Washington Post Staff Writers
Rep. Michele Bachmann‘s announcement Wednesday that she will seek a House leadership post broadcast loud and clear that she hopes to secure a prominent place for the emboldened tea party movement in Congress.
But the news also seemed to contradict the definition of the tea party: the outsider, anti-government phenomenon that shook up the Republican Party this year and helped to oust dozens of incumbents across the country. As the founder of the Tea Party Caucus in the House and a favorite of the conservative movement, Bachmann, a two-term Republican from Minnesota, has embraced that outsider image.
As a result, her bid to be the next GOP conference leader – the No. 4 leadership spot – highlights the question of how incoming House members and senators who prevailed Tuesday under the tea party banner will make the transition from outside the Republican Party to inside, from criticizing policy to making it, and from opposing the government to being part of it.
The movement claimed three big wins in the Senate – Rand Paul of Kentucky, Marco Rubio of Florida and Pat Toomey in Pennsylvania – and as many as 60 of the 83 new Republicans, who will enter the House in January. They all have vowed to topple the existing order in Washington to one degree or another, by cutting taxes, repealing the health-care overhaul and shrinking the government.
And in January, they will take their places among the thousands of other government employees in Washington. Not only must this new class of legislators reconcile their new role with their rhetoric, but they must also figure out how to put that rhetoric into action in an institution and a political party that have been the objects of their disdain.
Tea party leaders such as Bachmann could exacerbate that strain by setting up a possible clash between the movement and top GOP leaders in the House. Her bid for conference leader came after House Minority Whip Eric Cantor of Virginia (the likely next majority leader) had endorsed Rep. Jeb Hensarling (R-Tex.) for the job. Hensarling has one of the most conservative voting records in Congress, but he does not have the close association to the tea party that Bachmann does.
Even in the unlikely scenario that Bachmann wins the post – she does not have seniority or a large following among her colleagues – the cajoling and bartering that comes with any party leadership job would seem anathema to the purist, no-compromises ethic of the tea party.
Instead, the tea partiers-elect have continued to talk about what they won’t tolerate. Since his victory, Paul has repeated his opposition to tax increases, federal spending and thousand-page bills.
Rubio campaigned on the always reliable concept that “Washington is broken,” but he hasn’t spelled out in much detail what he intends to do now that he will be in a position to help fix it.
Rep.-elect Tim Scott of coastal South Carolina said he doesn’t think a fight with Republican leaders will be necessary, because he thinks they, too, will be ready to adhere to the limited-government principles of the tea party.
Just-elected Renee Ellmers of North Carolina said she and other tea party members will serve as watchdogs to ensure that the party’s policies adhere to the movement’s priorities.

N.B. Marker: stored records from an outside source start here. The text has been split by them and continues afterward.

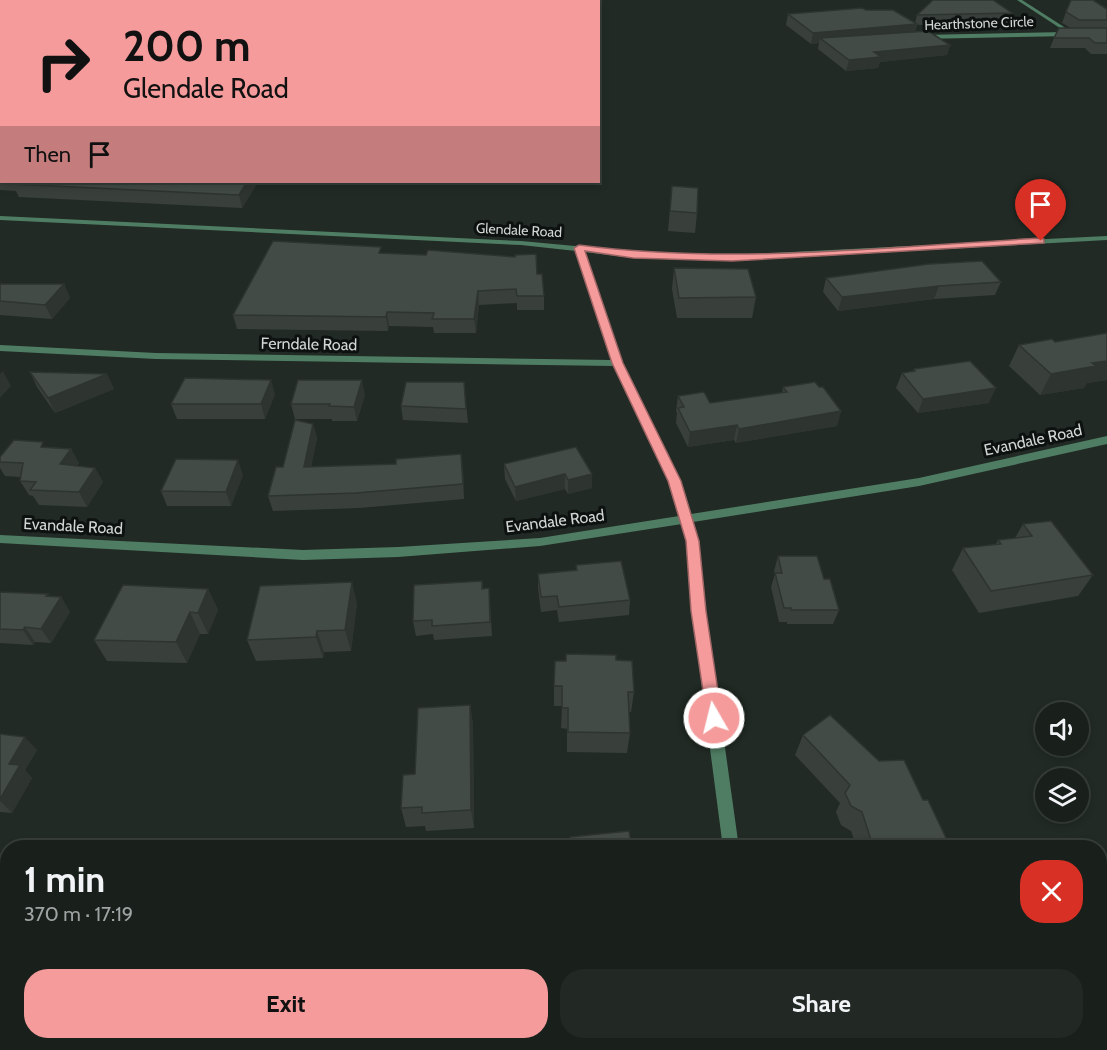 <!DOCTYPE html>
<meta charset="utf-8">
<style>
:root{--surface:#19201b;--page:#222824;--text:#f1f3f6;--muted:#9fa3a3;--line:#373e3a;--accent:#f59b9c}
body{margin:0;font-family:Cabin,sans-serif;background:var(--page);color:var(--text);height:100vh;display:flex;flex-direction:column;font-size:22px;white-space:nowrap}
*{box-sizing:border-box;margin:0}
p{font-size:20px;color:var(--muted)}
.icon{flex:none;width:33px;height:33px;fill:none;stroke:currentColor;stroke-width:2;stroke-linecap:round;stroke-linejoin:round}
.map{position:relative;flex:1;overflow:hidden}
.details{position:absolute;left:0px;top:840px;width:1107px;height:210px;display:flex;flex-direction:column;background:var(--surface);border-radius:24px 24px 0 0;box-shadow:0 3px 9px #0003,0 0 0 2px var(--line)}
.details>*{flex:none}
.banner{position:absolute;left:0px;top:0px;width:600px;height:183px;box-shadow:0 3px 9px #0003,0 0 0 2px var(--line);background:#f59b9c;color:#111;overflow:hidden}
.controls{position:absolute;left:1035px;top:702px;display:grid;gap:12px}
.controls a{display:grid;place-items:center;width:54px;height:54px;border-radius:50%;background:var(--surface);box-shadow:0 3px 9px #0003,0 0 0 2px var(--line);font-size:30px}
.pin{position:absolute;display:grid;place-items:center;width:51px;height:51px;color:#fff;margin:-62px -26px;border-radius:50% 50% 50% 0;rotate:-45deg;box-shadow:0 0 6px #0007}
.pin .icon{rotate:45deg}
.me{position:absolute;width:66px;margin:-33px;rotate:352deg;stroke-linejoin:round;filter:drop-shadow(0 0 4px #0008)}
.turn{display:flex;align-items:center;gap:21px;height:126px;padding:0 24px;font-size:27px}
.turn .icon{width:78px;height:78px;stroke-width:2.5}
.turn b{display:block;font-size:42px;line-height:51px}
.then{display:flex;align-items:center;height:57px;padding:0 24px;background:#0003;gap:12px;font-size:22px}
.round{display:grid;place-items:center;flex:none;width:63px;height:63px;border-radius:24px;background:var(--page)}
.head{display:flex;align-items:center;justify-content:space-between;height:102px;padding:0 24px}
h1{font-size:36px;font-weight:700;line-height:45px}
.cta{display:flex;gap:12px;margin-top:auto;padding:12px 24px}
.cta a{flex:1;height:69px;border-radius:24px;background:var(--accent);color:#111;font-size:24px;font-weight:700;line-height:69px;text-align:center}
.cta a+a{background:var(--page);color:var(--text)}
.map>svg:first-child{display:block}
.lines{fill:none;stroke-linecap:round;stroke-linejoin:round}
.minor{fill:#4f7d63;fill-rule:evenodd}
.wall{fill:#39403b}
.shaded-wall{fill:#2e3430}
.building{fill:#424b45;stroke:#2e3430;stroke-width:1.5}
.route{fill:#f59b9c;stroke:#9f6565;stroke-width:1.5}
.labels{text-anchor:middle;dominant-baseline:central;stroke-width:6;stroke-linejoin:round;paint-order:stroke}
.far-street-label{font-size:14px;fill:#d2d7d4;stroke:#0d110f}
.street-label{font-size:16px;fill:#d2d7d4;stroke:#0d110f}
</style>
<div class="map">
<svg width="1107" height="1050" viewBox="0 0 1107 1050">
<rect width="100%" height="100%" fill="#212a24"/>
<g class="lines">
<path class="minor" d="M1017,0H1022L1075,34L1072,36L921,39L918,37L921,35L1066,32Z
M2,110V115H0V111Z
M0,126H2V130H0Z
M0,216L521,241L575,246L579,245L583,247L633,252L732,255L1107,236V240L732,261L633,258L585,252L622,363L681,481L691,514L919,478L1107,436V444L919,486L693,522L699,541L706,611L739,848H723L692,611L687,541L682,524L540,546L398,557L303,560L0,543V535L303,550L398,547L540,538L679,516L669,481L613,366L156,359L0,351V345L156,353L611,360L576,251L521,245L0,220Z
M0,876L8,877V893L0,892Z
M776,1042H795L797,1050H777Z"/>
</g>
<path class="wall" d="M0,0H257L255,2H2V79L0,80Z
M1107,9V54H1091L1085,48H1050L1054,38L1071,28L1062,23L1066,12Z
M866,10L915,23L917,15L1012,13L1008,23L917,25L915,32L950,45L947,55L880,62L878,68L846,71L818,49L819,43L811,44L786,25L788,14Z
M2,134V182H258L242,208L19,197L16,191L0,190V135Z
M672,186L697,213L695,233L668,231Z
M382,253L544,296V310H517V303L479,305L476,333H434L433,327L389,326L388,331L237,329L233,315Z
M674,268L756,297L752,318H677L672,289Z
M826,278L1001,282L995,295L934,299L838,311L823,292Z
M0,284H64L70,298L52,319L0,315Z
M1107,333V380L1087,383L1084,388L1040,395L1009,366L1019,345L1055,342Z
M914,369L989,403L918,413L896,388L902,373L913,371Z
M30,372L107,374L114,389L55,413L37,387Z
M464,382L468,423L403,420L401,406Z
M783,387H819L841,411L837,426L736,443L734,440L688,447L676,423L677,413L676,411L678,396L710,403L782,393Z
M275,394L265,419H177L171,404Z
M365,395L357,421H332V419H295L291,404Z
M313,424L317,438L311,467L463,469L464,499L359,508L273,511L268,496L283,467Z
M46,447L71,449L79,463L77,466L95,468L103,482L87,507L39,505L33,496L29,495L20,481V477L5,476L0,468V457Z
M504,464L592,474V488L568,494L565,489L516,501L505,479Z
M243,475L231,506H167L161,491Z
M1023,524L1093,575L1078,596L979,613L952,570L963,548L996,544L998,540L1015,538Z
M778,556L824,579L839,610L833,624H787V622H779L771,587L775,574L774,571Z
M576,565L630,600L629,615L559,622L557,610L541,612L538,588V574L576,570Z
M482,581L483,589L489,588L492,636L434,640L433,634L416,636L413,621Z
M208,589L218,610L208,634H200L187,663L107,661L94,640Z
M0,592L61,597L70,612L51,643L35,642L33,645L0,643Z
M357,603L351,651L324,652L323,658L256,661L247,640Z
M616,660L634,692L631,712H629L630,733L627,753L567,752V729L561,728L562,706H554V686Z
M470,705L473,725L474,828L426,831L425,826L406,827L401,808L415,774Z
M0,734L37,750L25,770L32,778L12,813L0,812Z
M803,735L879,761L923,800L947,840L943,845L945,848H857L851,831L841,825L836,812L840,803L795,755Z
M8,965V994L0,989V985Z
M983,1042H989L1107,1050H973Z"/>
<path class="shaded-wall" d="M244,0H257L255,2H243Z
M917,24L914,35L820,38L819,43L811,44L813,33Z
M950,45L947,55L880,62L878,68L846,71L849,60L874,52Z
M2,64V79L0,80V65Z
M247,182H258L242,208L239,195Z
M64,284L70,298L52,319L45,305Z
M939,286L934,299L838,311L842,297Z
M478,291L479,305L476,333L474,319Z
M387,312L389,326L388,331L386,317Z
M1107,361V380L1087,383L1084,388L1040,395L1051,374L1092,363Z
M3,371L11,386L0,398V374Z
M107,374L114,389L55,413L48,398Z
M271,380L275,394L265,419L261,404Z
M362,380L365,395L357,421L354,407Z
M996,388L989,403L918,413L923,399Z
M841,411L837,426L736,443L739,429Z
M313,424L317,438L308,481L304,467Z
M737,425L734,440L688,447L690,432Z
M71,449L79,463L68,478L60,464Z
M461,454L463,469L464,499Z
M238,460L243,475L231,506L226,492Z
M95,468L103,482L87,507L79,492Z
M565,474V489L516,501L515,487Z
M592,474V488L568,494V480Z
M352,582L357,603L351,651L345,630Z
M208,589L218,610L208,634L198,613Z
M48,594L55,606L61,597L70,612L51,643L41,629L46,596Z
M190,612L200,634L187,663L176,642Z
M25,627L35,642L33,645L23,630Z
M317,631L324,652L323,658L316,637Z
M470,705L473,725L474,828L471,810Z
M25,737L37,750L25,770L32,778L12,813L0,801V799L9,764Z"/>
<path class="building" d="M0,0H134L131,2H2V64L0,65Z
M156,0H244L243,2H169Z
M933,0H993L1012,13L917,15Z
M1071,0H1093L1107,9V20H1079L1066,12Z
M862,8L866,10H893L917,24L813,33L788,14Z
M1059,28H1107V43H1095L1089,38H1054Z
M928,31L950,45L874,52L881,57L849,60L820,38Z
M2,134V178H0V135Z
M16,182H247L239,195L13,184Z
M672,186L698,188L697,213L670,211Z
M273,241L381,247L379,253L426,255L428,250L515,257V255L536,254L537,274H542L544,296H517L516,289L478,291L474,319H432L434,313L387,312L386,317L233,315Z
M982,261L1001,282L939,286L842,297L826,278L929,264Z
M674,268L748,269L756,297L679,298Z
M0,284H64L45,305L0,301Z
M1107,333V361L1092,363L1096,366L1051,374L1019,345L1052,339L1055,342Z
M970,361L996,388L923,399L902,373L915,371L914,369Z
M30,372L107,374L48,398Z
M185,378L271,380L261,404H171Z
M298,380H362L354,407L329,406L330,404H291Z
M406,382H464L466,409L401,406Z
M815,382L819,387H823L841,411L739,429L737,425L690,432L678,408L684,407L678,396L704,392L710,403L787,392L783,387Z
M295,420L313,424L304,467L396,464V459L461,454L463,484L356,493L268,496L276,467H283Z
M14,440L43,442L41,447L71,449L60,464L95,468L79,492L30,490L36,482L20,481L23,463L0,462V457Z
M576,447L592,474L568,480L565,474L515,487L504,464Z
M176,459L238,460L226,492L161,491Z
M1051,521L1093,575L991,591L963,548L1001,544L998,540L1032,536L1023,524Z
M778,556H817L824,579H830L839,610H791V608H784L775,573H782Z
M621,561L630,600L559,607L557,596L541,597L538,574L577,570L576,565Z
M482,581V589L489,588L490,622L432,626V620L413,621L414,585Z
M352,582L345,630L317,631L316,637L247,640L260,586Z
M123,585L208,589L198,613L190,612L176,642L94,640Z
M0,592L48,594L46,596L61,597L41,629L25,627L23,630L0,629Z
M566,654L616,655V660L632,661L634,692H628L630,733L568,732V708H562V686H554L555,661H566Z
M470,705L471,810L422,813V807L401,808L403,775L415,774L418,708Z
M830,715L879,761L904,760L923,800H928L947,840H941L945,848H870L872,843L862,812L851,806L845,793L850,785L803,735Z
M0,734L25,737L9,764L20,765L0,799Z
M629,831L632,848H572L570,837Z
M8,965V988L0,989V985Z
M1107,1024V1050H992L989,1042H1100V1025Z"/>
<path class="route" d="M1041,238L1044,239V243L732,261L633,258L585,251L623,363L681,481L699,541L706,611L722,718L720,724L714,726L708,724L691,611L686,541L668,481L612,363L574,248L579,245C732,265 887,247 1041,238Z"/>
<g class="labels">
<g class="far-street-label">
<text transform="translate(979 23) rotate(-2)">Hearthstone Circle</text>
<text transform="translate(519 230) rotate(3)">Glendale Road</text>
</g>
<g class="street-label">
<text transform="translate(309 344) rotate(1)">Ferndale Road</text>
<text transform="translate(1033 440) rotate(-12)">Evandale Road</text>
<text transform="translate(555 521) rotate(-7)">Evandale Road</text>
<text transform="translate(73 526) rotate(3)">Evandale Road</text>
</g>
</g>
</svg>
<div class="controls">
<a><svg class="icon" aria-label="sound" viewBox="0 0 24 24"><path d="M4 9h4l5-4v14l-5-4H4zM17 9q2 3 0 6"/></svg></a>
<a><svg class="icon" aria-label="layers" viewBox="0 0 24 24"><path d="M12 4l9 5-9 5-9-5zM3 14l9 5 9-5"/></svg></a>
</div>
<div class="pin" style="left:1041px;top:241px;background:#d93025"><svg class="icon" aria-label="arrive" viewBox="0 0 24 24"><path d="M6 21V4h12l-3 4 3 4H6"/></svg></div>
<svg class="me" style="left:714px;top:718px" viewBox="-20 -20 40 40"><circle r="17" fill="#f59b9c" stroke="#fff" stroke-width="3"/><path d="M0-11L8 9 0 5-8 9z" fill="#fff"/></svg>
<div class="banner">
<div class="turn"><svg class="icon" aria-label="right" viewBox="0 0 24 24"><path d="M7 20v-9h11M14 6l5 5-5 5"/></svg><div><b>200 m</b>Glendale Road</div></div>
<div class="then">Then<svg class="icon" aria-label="arrive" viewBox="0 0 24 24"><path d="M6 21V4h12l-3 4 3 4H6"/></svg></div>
</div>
<section class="details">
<div class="head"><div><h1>1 min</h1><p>370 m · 17:19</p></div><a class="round" style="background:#d93025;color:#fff"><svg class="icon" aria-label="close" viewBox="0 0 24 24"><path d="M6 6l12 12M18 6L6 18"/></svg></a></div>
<div class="cta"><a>Exit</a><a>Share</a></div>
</section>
</div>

But while the newcomers will be keeping an eye on the establishment, the tea partiers who elected them will be keeping an eye on them.
A handful of national groups, including FreedomWorks and the Tea Party Patriots, plan to pay close attention to the way the new Congress, and its newest members, vote. Those who don’t follow the principles of limited government and low taxes risk primary challenges in subsequent elections, organizers said.
In the Senate, the tea party’s influence is likely to be more muted. Although all six Republican newcomers there received some measure of backing from tea party groups, two of the movement’s prominent stars – Sharron Angle in Nevada and Christine O’Donnell of Delaware – did not win Tuesday. A third, Joe Miller of Alaska, appeared headed to defeat against write-in candidate and GOP incumbent Lisa Murkowski.
The tension between outsider and insider was evident at Paul’s victory party in Bowling Green. Viewing the scene from the stage at the front of the room, it could have been any GOP gig, in any election year: a dark-suited pol telling dark-suited supporters that he would return to Washington to address “the serious issues that face America.”
In the back of the room, sipping drinks and keeping mostly to themselves, were some of the tea party activists who’d done a lot of the work to elect the new senator. A couple of them wore the “Don’t Tread on Me” T-shirts that are de rigueur at tea party rallies. One arrived in a shirt emblazoned with an American flag. They strained to hear one another above the loud music. They did not fit in. Which was precisely the point.